A 24-YEAR-OLD woman was attacked with bleach by thugs, who made monkey noises as they threw the liquid from a moving car.
The courageous mum is now sending a powerful message to her attackers, who she believes were motivated by the racist chanting heard during England’s recent football match in Bulgaria just the night before.
Reem Fahad, a social support worker, was walking to a vulnerable patient at 1.30pm in Crown Street in Horwich when horror hit.
The mum-of-one watched as a liquid, thought to be bleach, was thrown over her by a group of men in a moving car as they chanted racial insults.
Ms Fahad said: “I was walking to my last client of the day down Crown Lane.
“I had my headphones in as I normally do, and was looking at presents on my phone for my son’s birthday which is on Halloween.
“I sensed a car near me but I didn’t think anything of it.

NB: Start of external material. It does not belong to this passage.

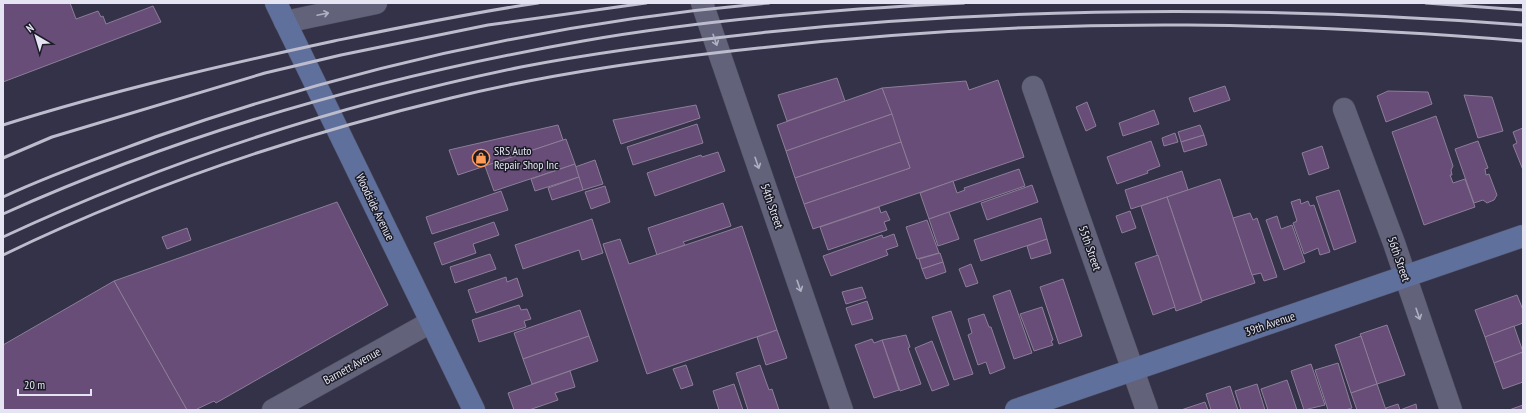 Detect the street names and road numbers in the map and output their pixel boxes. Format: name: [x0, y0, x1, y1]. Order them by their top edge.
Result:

“Next minute, I felt this wet substance on my stomach and all over my legs. My first reaction was thinking it might be acid because you see it on the news.
“As I took my headphones out, I heard the people in the car making monkey noises. I think they were all men in the car and there was more than two or three of them.
“I was in that much in shock that I stood there and then I realised it was bleach — it was that smell.
“Within a few seconds my clothes started turning orange.”
Stunned with shock, she said she felt she had to carry on to help the dementia patient she was heading to see.
Ms Fahad said: “My last client is an extremely vulnerable elderly lady with dementia, she’s on a lot of medication and can’t cope on her own. I made the decision to go and see my client.
“I went back to work straight away — that was more important to me, but a million things were going through my head.”
But then she felt the stinging of the bleach.
She said: “I felt it stinging my stomach and legs when I was at my client’s house. I was there for 15 minutes and then I knew I had to get help. I called my mum and told her what happened, she was in a state, crying her eyes out. I was in so much shock and just running off adrenaline — it was like nothing had happened.”
Police rushed to help the victim, taking her statements and clothes to help with an investigation. The quiet Horwich community has been left shocked by the attack.
Ms Fahad said: “I have had hundreds of messages from people asking if I’m ok. I’m a support worker and I have never experienced anything like this here in Horwich. It is is a lovely, beautiful place. I have had a lot of love for the people here since we moved here three years ago.”
But as a mixed race person, her mum Arabic-Irish and her dad Brazilian-Jamaican, she says she is no stranger to racism in the UK.
Ms Fahad said: “It’s not the first time I have experienced racism. Being mixed race, you grow up hearing about it and seeing it, so the community is more horrified than I am at what’s happened. It’s affected the people closest to me. My partner is very angry.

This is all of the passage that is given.